Fraudulent Employment Offers - Halliburton

steve


----------



## SmokeyJock (Jan 14, 2009)

Hi there, i worked for Halliburtun in Aberdeen and the middle east for 12 yrs, there is no way they would ask for money from you. 

You should give HR a call and let them know whats happening..you never know, there might actually be some real jobs. 01224 727200


----------



## Julia951 (Aug 22, 2009)

*OVERSEA EMPLOYMENT SCAM: Halliburton*



SmokeyJock said:


> Hi there, i worked for Halliburtun in Aberdeen and the middle east for 12 yrs, there is no way they would ask for money from you.
> 
> You should give HR a call and let them know whats happening..you never know, there might actually be some real jobs. 01224 727200



Thanks everyone. It was a bit late, but we finally got in touch with Halliburton in Aberdeen and the HR department has been overwhelmed with calls about this scam. 

Interestingly, the scammers gave us their phone number (in the UK) and we called them and they answered. I am trying to get the FBI to investigate this hoax before the scammers find out that we are on to them. 

My previous Google searches for employment scams never turned up any web site for Halliburton or any other specific company scam. I hope that people on this site are able to find my posting and resist the temptation to send in the fictitious applications that contain personal information like ours did. We actually gave them our passport numbers. 

We feel like fools, but it must be said, these scammers are becomming so sophisticated, and the phone number they gave us is a real one. Maybe they will be caught.


----------



## Stevan (Jun 30, 2009)

Julia951 said:


> Thanks everyone. It was a bit late, but we finally got in touch with Halliburton in Aberdeen and the HR department has been overwhelmed with calls about this scam.
> 
> Interestingly, the scammers gave us their phone number (in the UK) and we called them and they answered. I am trying to get the FBI to investigate this hoax before the scammers find out that we are on to them.
> 
> ...


Dont it didnt feel right and you checked.
that was the right thing to do many will not have.


----------



## Garf (Aug 31, 2009)

I do hope they get caught...


----------



## jlms (May 15, 2008)

Julia951 said:


> Thanks everyone. It was a bit late, but we finally got in touch with Halliburton in Aberdeen and the HR department has been overwhelmed with calls about this scam.
> 
> Interestingly, the scammers gave us their phone number (in the UK) and we called them and they answered.

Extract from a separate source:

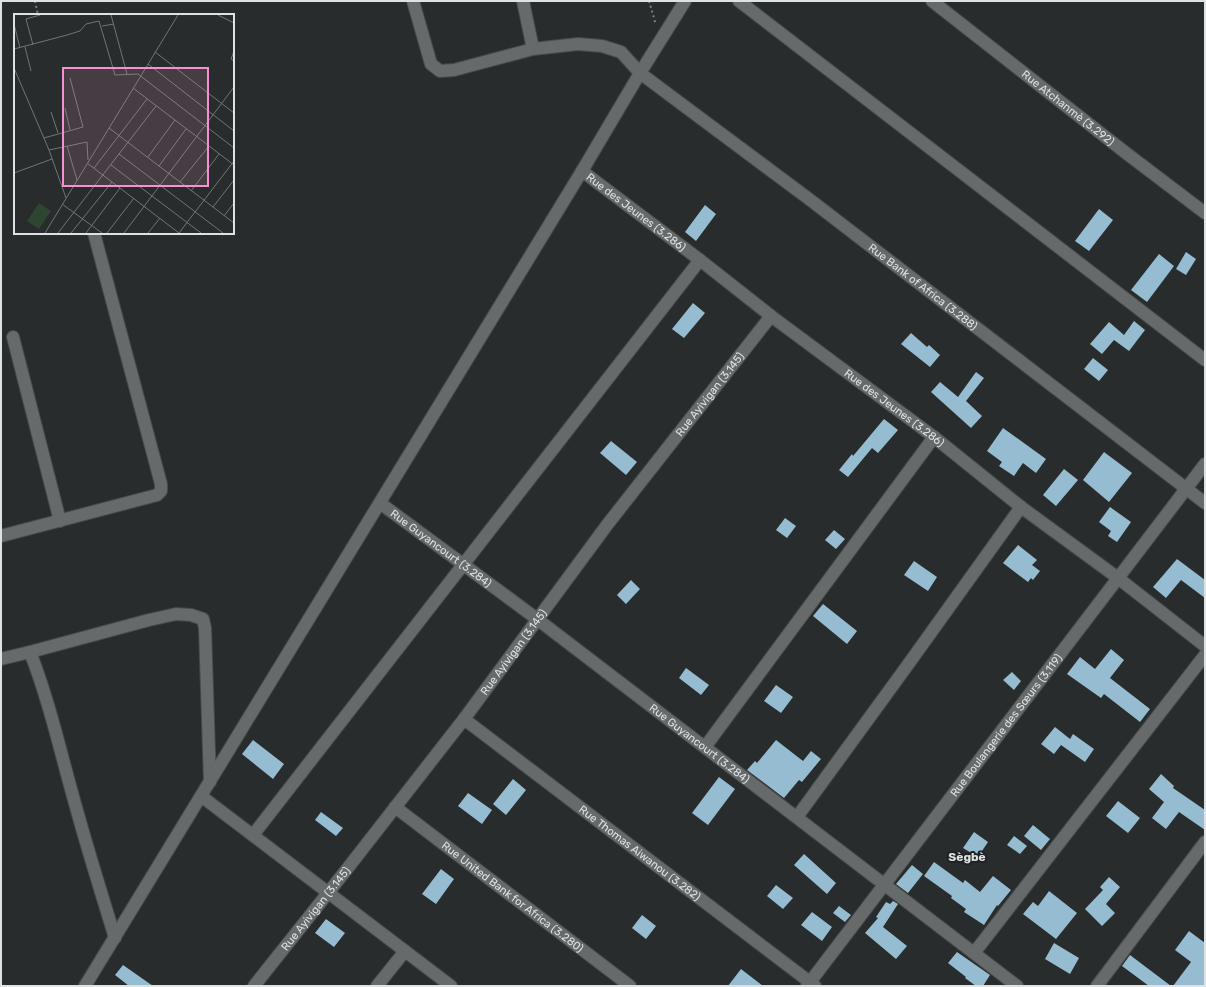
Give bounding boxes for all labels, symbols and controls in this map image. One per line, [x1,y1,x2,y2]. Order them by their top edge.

I am trying to get the FBI to investigate this hoax before the scammers find out that we are on to them.
> 
> ...



It would be much better if you report this to somebody in the UK.

You can do so in the Crime Stoppers website: Fight crime - Support the charity Crimestoppers - Most Wanted criminals - Call anonymously - Fraud | Crimestoppers UK


----------



## coldAussie (Feb 5, 2009)

that would be Cheney raising funds for 2012 ;-)


----------



## peppera-ann- (Feb 4, 2008)

*me too*

they sent me stuff last year when i first started the visa investigation process...anyone asking money...just say no!


----------



## pjvarc (Sep 9, 2009)

*Halliburton Oilfield Services UK*

i 've been dealing with mr.williams fisher for a possible job in scotland. so far they have ask me to pay anything upfront and in fact the contract i'm reviewing seems legit. however, i'm curious how did they contacted your husband ?

bottom line i would not pay for anything upfront and in fact they are offering work and relocation expenses then you any air travel should be provided by them and not you.

this is very interesting to hear. keep me posted.





Julia951 said:


> We have been dealing with a gentleman via e-mail who claims to be with Halliburton in Aberdeen. They have promised my husband a job.
> 
> The gentleman, Mr Williams Fisher, claims to be the Human Resources Department Manager at Halliburton Oilfield Services UK.
> 
> ...


----------



## eaweiss1953 (Sep 9, 2009)

*Scam?*



Julia951 said:


> We have been dealing with a gentleman via e-mail who claims to be with Halliburton in Aberdeen. They have promised my husband a job.
> 
> The gentleman, Mr Williams Fisher, claims to be the Human Resources Department Manager at Halliburton Oilfield Services UK.
> 
> ...


Julie,

I have got the same offer. I called Halliburton in Houston, and they have never heard of William Fischer. Have you heard anything else about this. LUckily, I have not given them any money yet.

Eric


----------



## peppera-ann- (Feb 4, 2008)

i was contacted via email ever since i did monster.com.uk.
they have no stop tried to get me to fall into their scam. There is also a woman who does it named Rose....beware...


----------



## Stevan (Jun 30, 2009)

Having spoken to a friend in the oli industry (unemployed).

There is not much work available with all available vacancy over subscribed.

His opinion is that unless you have an exceptional skill that is in short supply no company will go to the expense of moving you to uk. They can pick and choose who they want.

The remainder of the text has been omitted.